• [Directions for this task]: What is needed is an exact transcription of every entry below, with the pictures left out.

** Opening Data to process block **

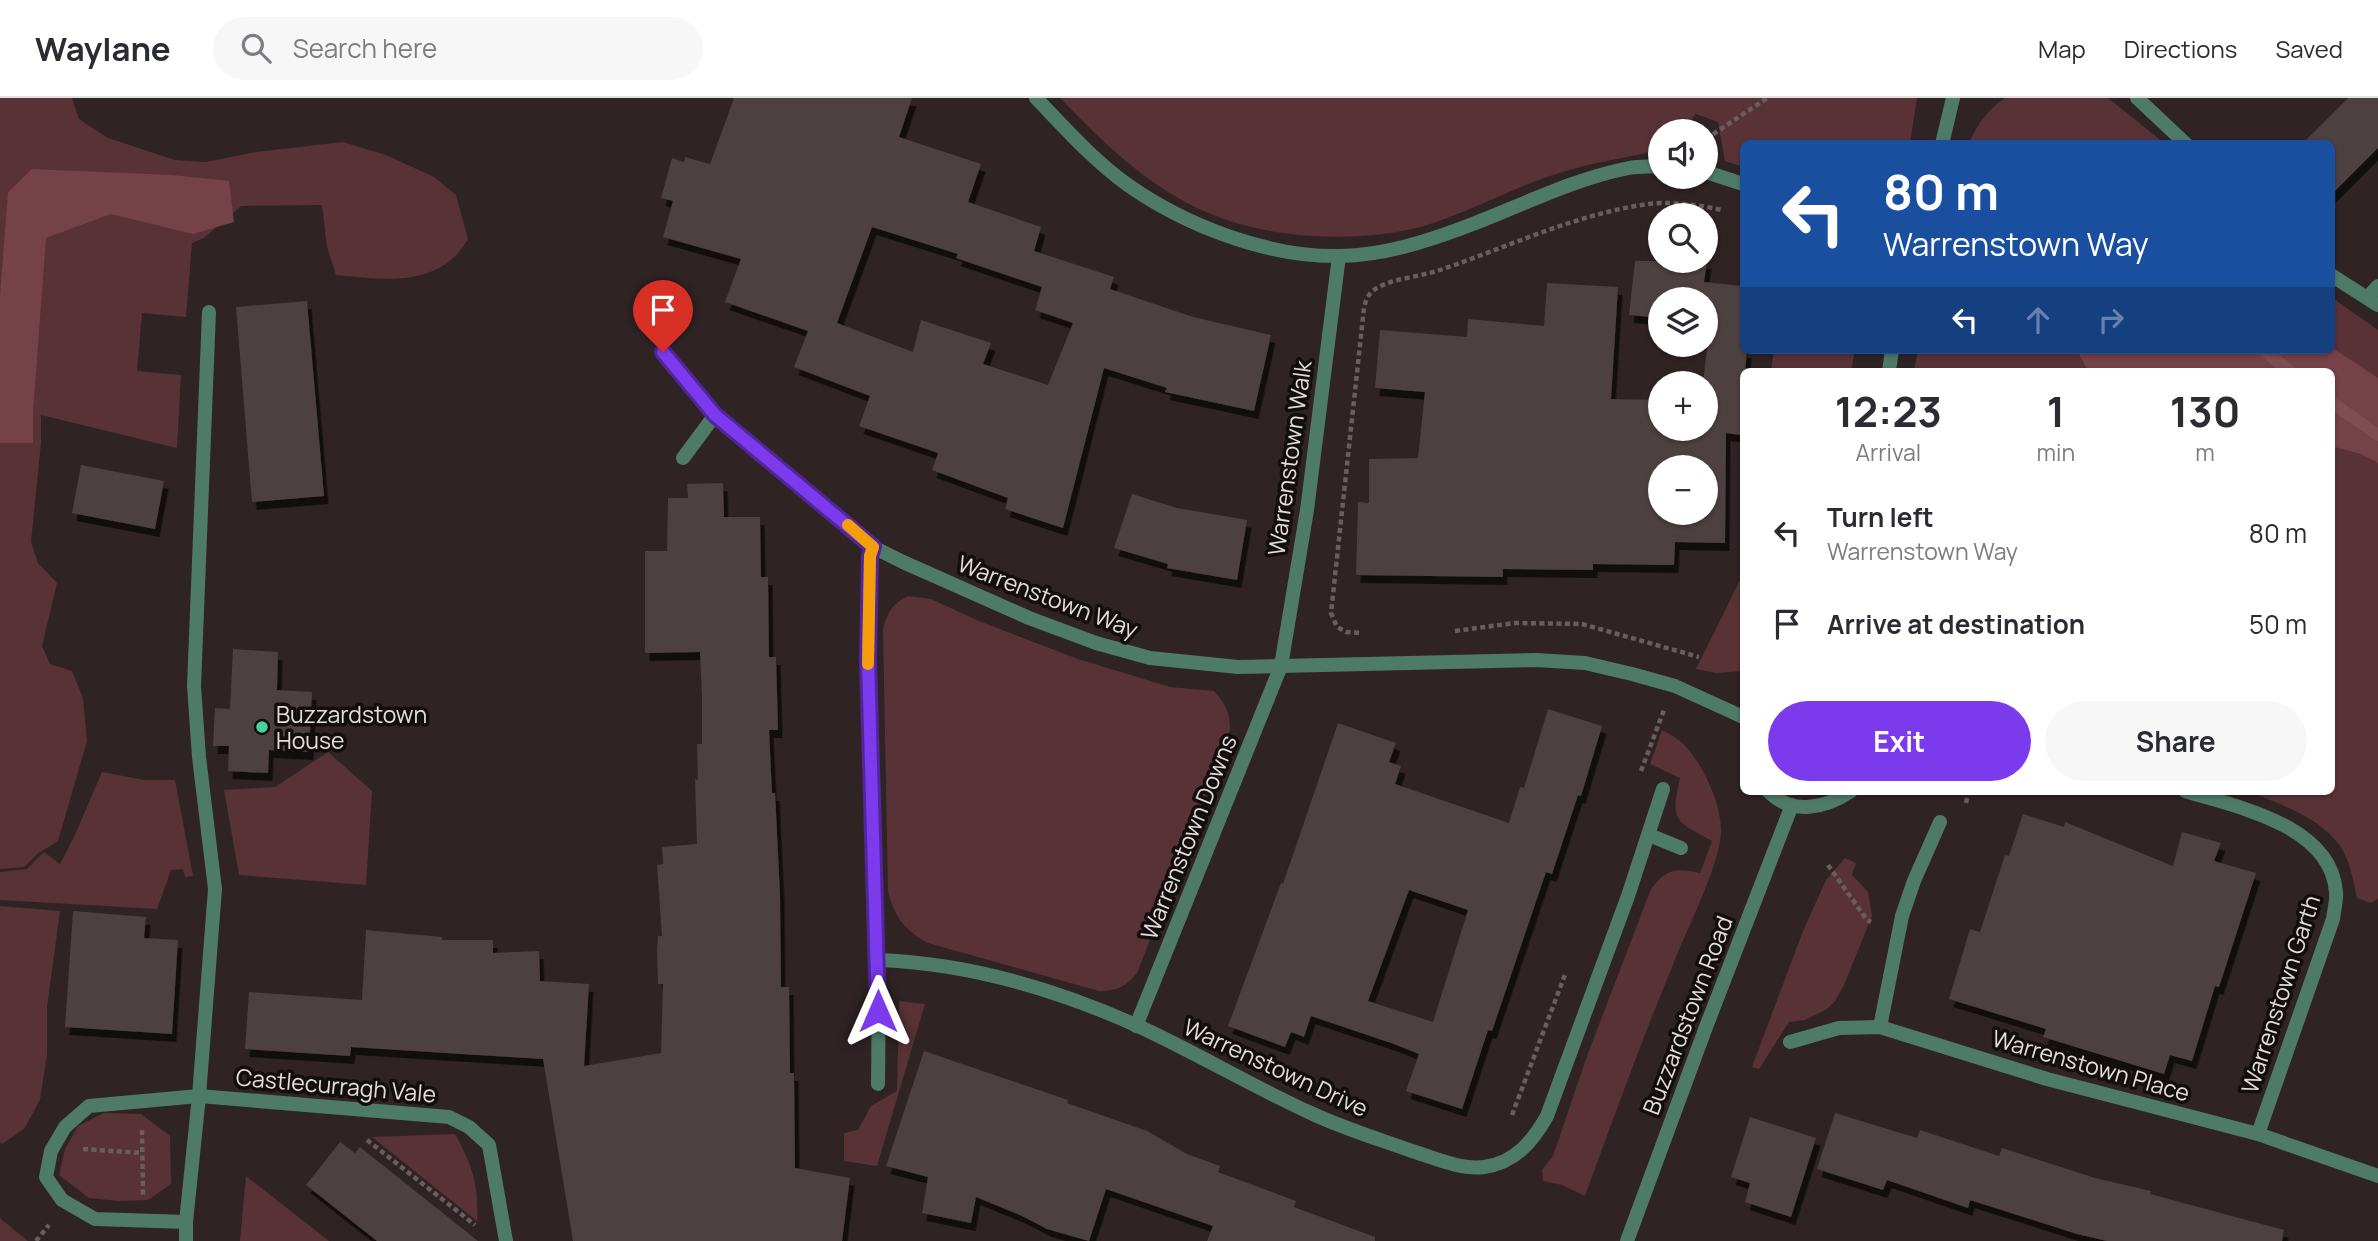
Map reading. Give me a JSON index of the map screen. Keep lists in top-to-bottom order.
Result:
{
  "streets": {
    "street": [
      "Warrenstown Walk",
      "Warrenstown Way",
      "Warrenstown Downs",
      "Warrenstown Garth",
      "Buzzardstown Road",
      "Warrenstown Place",
      "Warrenstown Drive",
      "Castlecurragh Vale"
    ]
  },
  "crossings": [
    ["Warrenstown Walk", "Warrenstown Way"],
    ["Warrenstown Walk", "Warrenstown Downs"],
    ["Warrenstown Way", "Warrenstown Downs"],
    ["Warrenstown Downs", "Warrenstown Drive"],
    ["Warrenstown Garth", "Warrenstown Place"]
  ],
  "places": ["Buzzardstown House"],
  "page": {
    "header": "Waylane",
    "search": "Search here",
    "nav": ["Map", "Directions", "Saved"],
    "map_buttons": ["+", "−"],
    "turn": ["80 m", "Warrenstown Way"],
    "eta": [
      "12:23",
      "Arrival",
      "1",
      "min",
      "130",
      "m"
    ],
    "list": [
      {
        "name": "Turn left",
        "note": "Warrenstown Way",
        "value": "80 m"
      },
      {
        "name": "Arrive at destination",
        "value": "50 m"
      }
    ],
    "buttons": ["Exit", "Share"]
  }
}
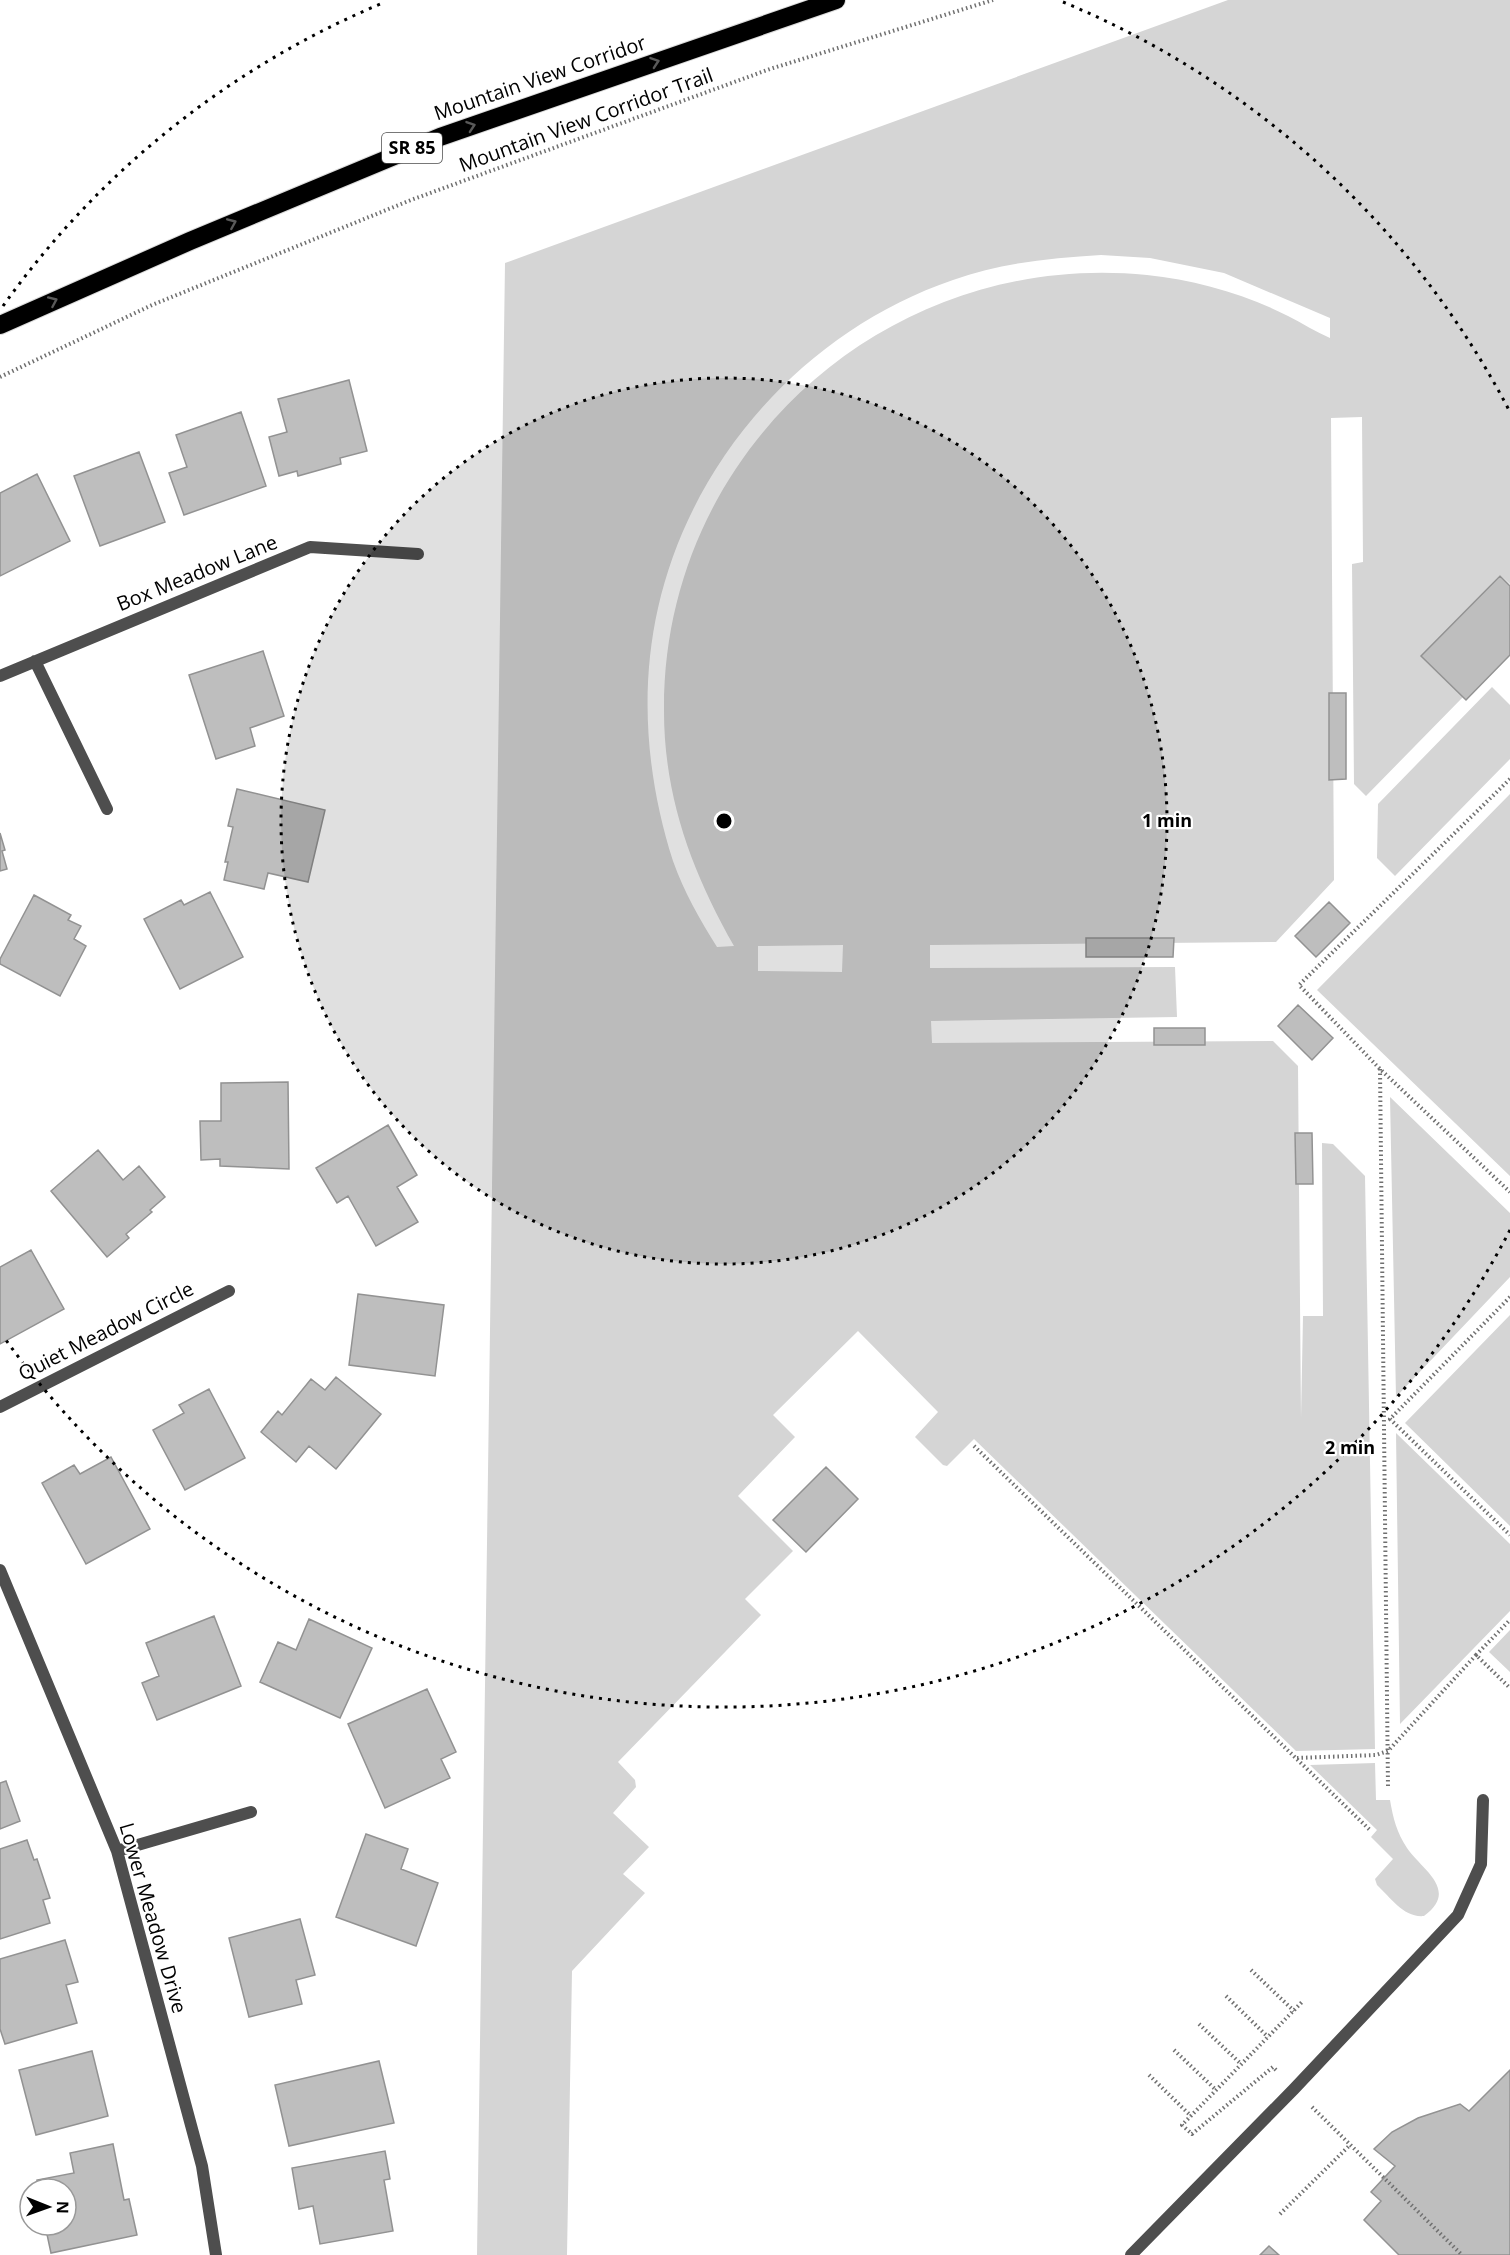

** Closing Data to process block **

• [Result below]:
Map reading. Give me a JSON index of the map screen. Keep lists in top-to-bottom order.
Result:
{
  "streets": {
    "street": [
      "Warrenstown Walk",
      "Warrenstown Way",
      "Warrenstown Downs",
      "Warrenstown Garth",
      "Buzzardstown Road",
      "Warrenstown Place",
      "Warrenstown Drive",
      "Castlecurragh Vale"
    ]
  },
  "crossings": [
    ["Warrenstown Walk", "Warrenstown Way"],
    ["Warrenstown Walk", "Warrenstown Downs"],
    ["Warrenstown Way", "Warrenstown Downs"],
    ["Warrenstown Downs", "Warrenstown Drive"],
    ["Warrenstown Garth", "Warrenstown Place"]
  ],
  "places": ["Buzzardstown House"],
  "page": {
    "header": "Waylane",
    "search": "Search here",
    "nav": ["Map", "Directions", "Saved"],
    "map_buttons": ["+", "−"],
    "turn": ["80 m", "Warrenstown Way"],
    "eta": [
      "12:23",
      "Arrival",
      "1",
      "min",
      "130",
      "m"
    ],
    "list": [
      {
        "name": "Turn left",
        "note": "Warrenstown Way",
        "value": "80 m"
      },
      {
        "name": "Arrive at destination",
        "value": "50 m"
      }
    ],
    "buttons": ["Exit", "Share"]
  }
}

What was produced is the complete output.